Hey Hope and All,

Yes, I did see my ex-husband, and yes, the visit did go well. Things are so complicated though that I think it is time for me to switch gears. DBing allowed me to show my husband that divorce was not the answer to his problems. I know for sure that he still loves me and that he knows he will never find anyone better. The real monster that he faces is his addiction.

DBing is no longer the answer to my problems. I have been going to Alanon so I can handle this situation better.

When I saw ex-husband, he actually didn't look too bad. I was expecting him to look unhealthy and bloated from the drug use. I know he is still on drugs, but he didn't seem as strung out as I expected him to be.

The first evening was nice and pleasant. He told me that when he saw me he thought I looked great and really pretty, however; he added that when he saw me he simply saw "his wife". He went on about how no one understands him and knows him like I do. Of course I started to cry. It felt like none of the hell between us had ever happened and we were just picking up where we had left off.

The rest of the weekend went well, but I got a little upset when it was time to leave. It is so clear that he is stuck in life because of his addiction and he would keep me waiting forever if I choose to let him.

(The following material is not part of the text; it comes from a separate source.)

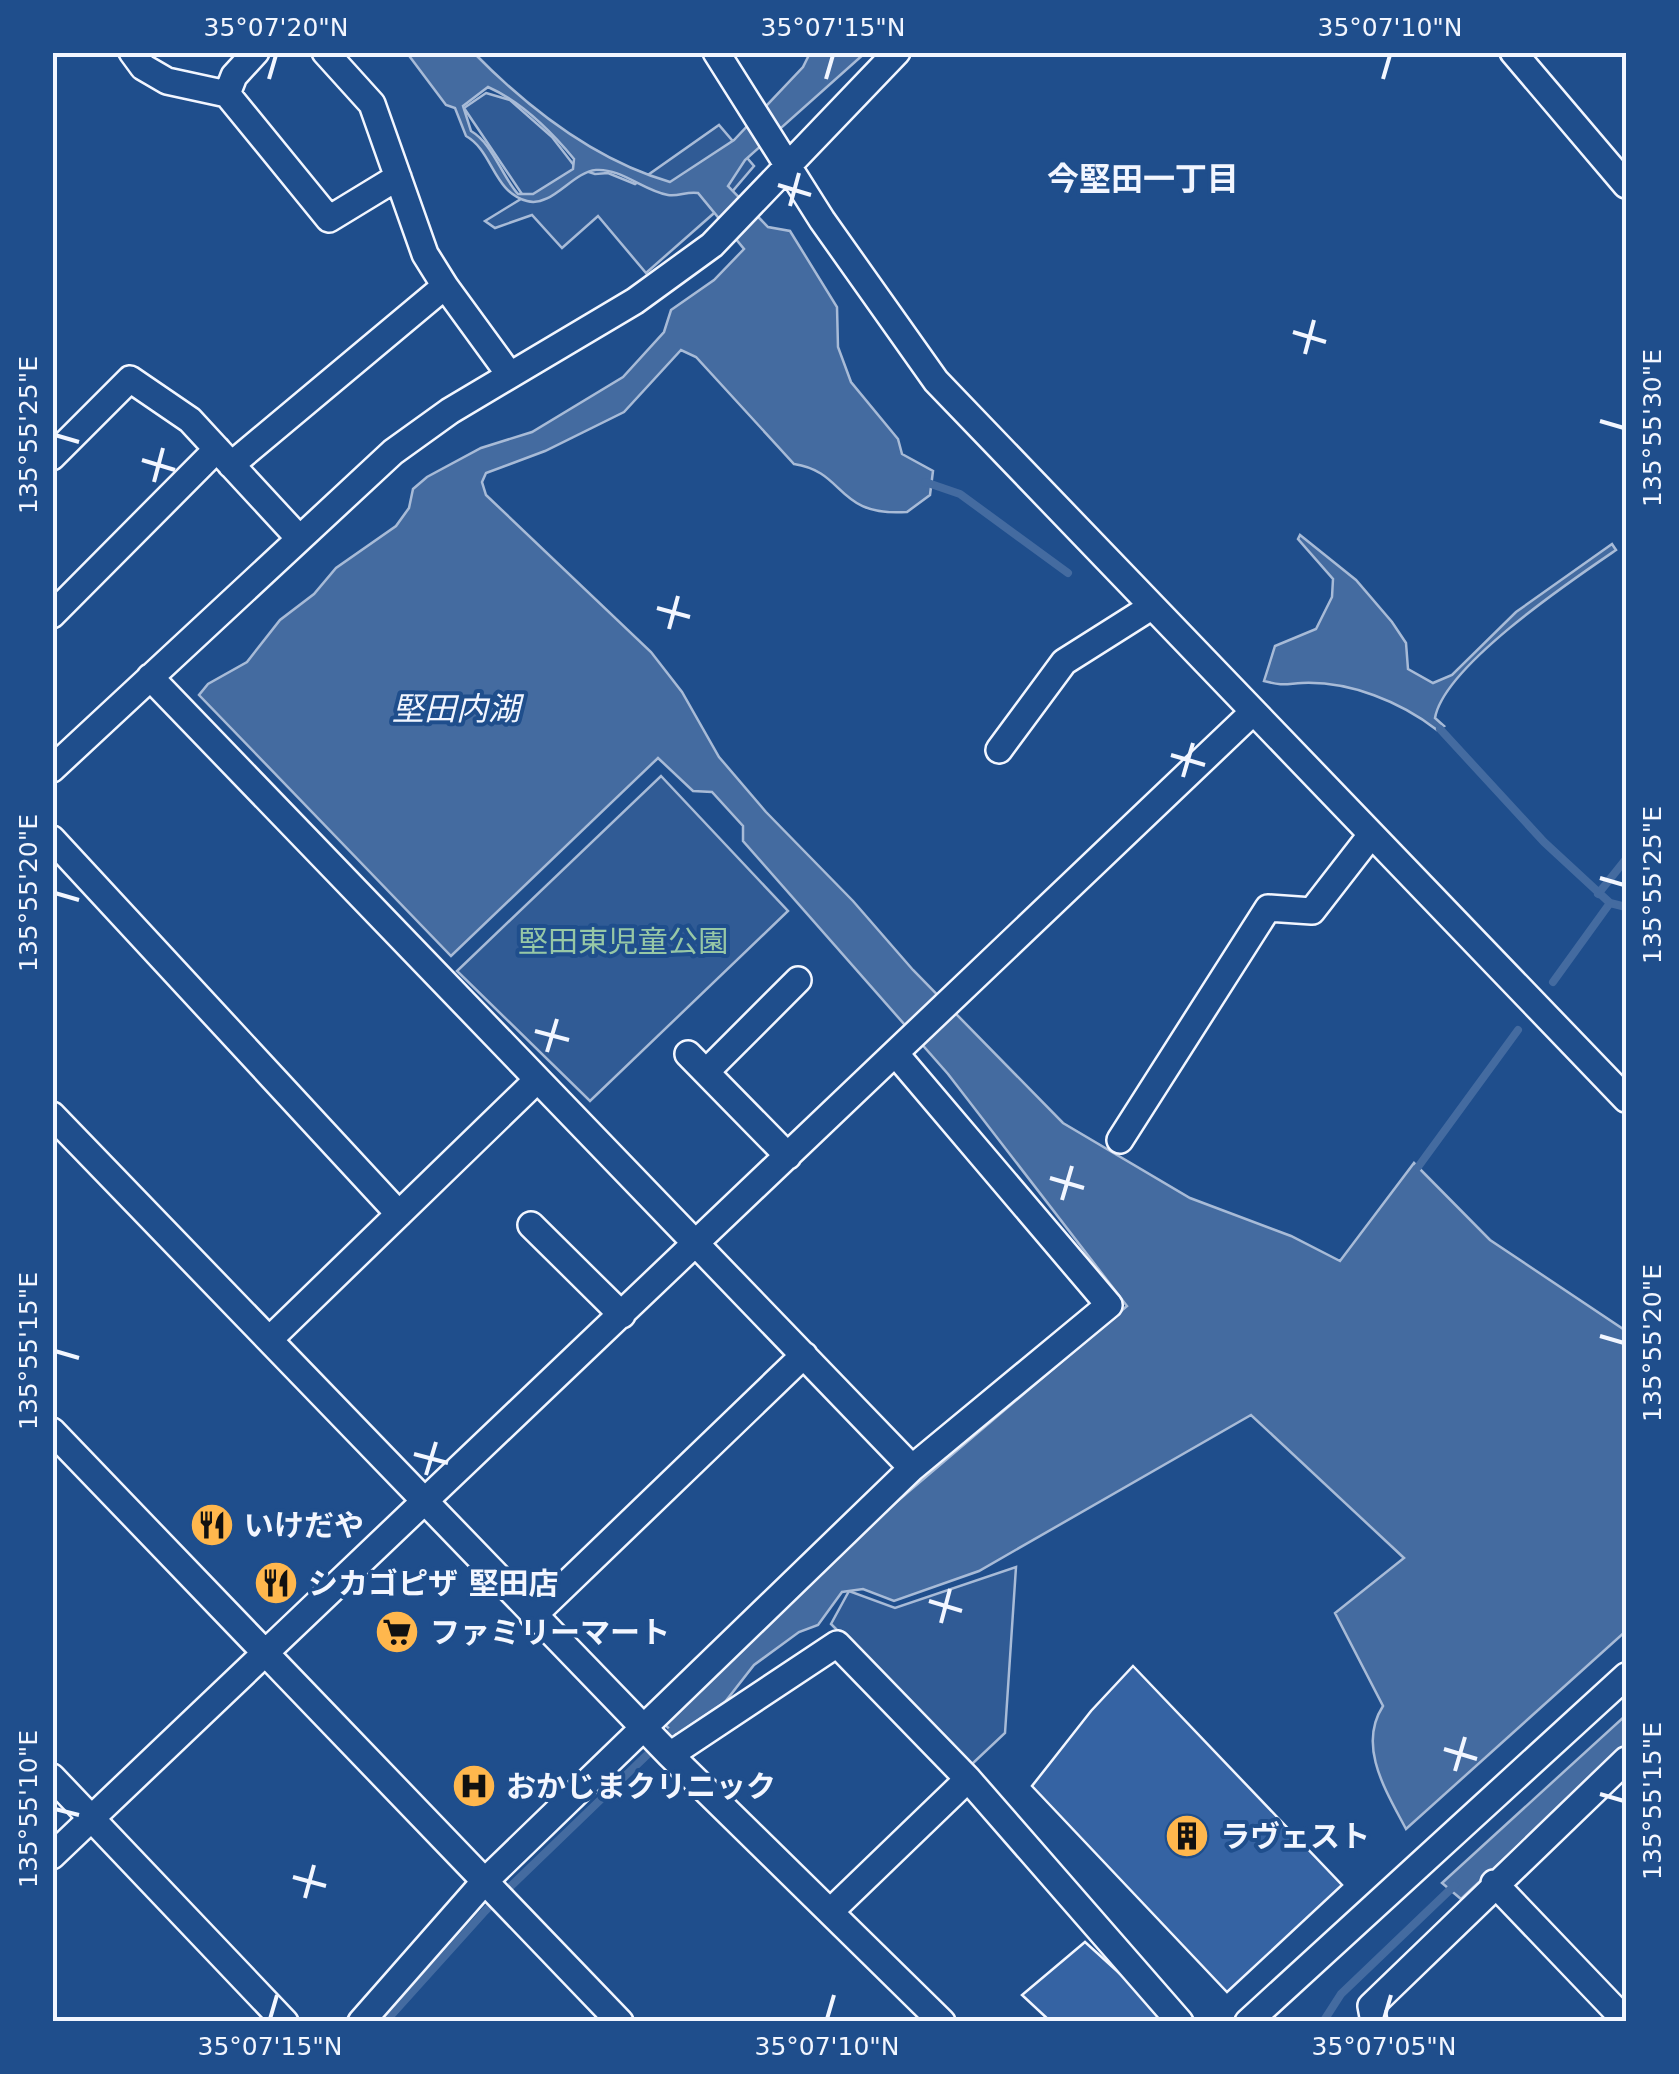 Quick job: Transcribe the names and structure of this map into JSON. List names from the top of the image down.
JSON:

This is why I have been going to Alanon. It is time for me to cut him off as long as he is not in recovery. My therapist is guiding me in this process too. She has a son in recover and is very involved in Alanon.

He is calling all of the time. I think it is because he enjoyed seeing me, but I also think it is because he knows I am tired of waiting for him to get his act together.

I'll post more later when I have more time. Just wanted to update you guys.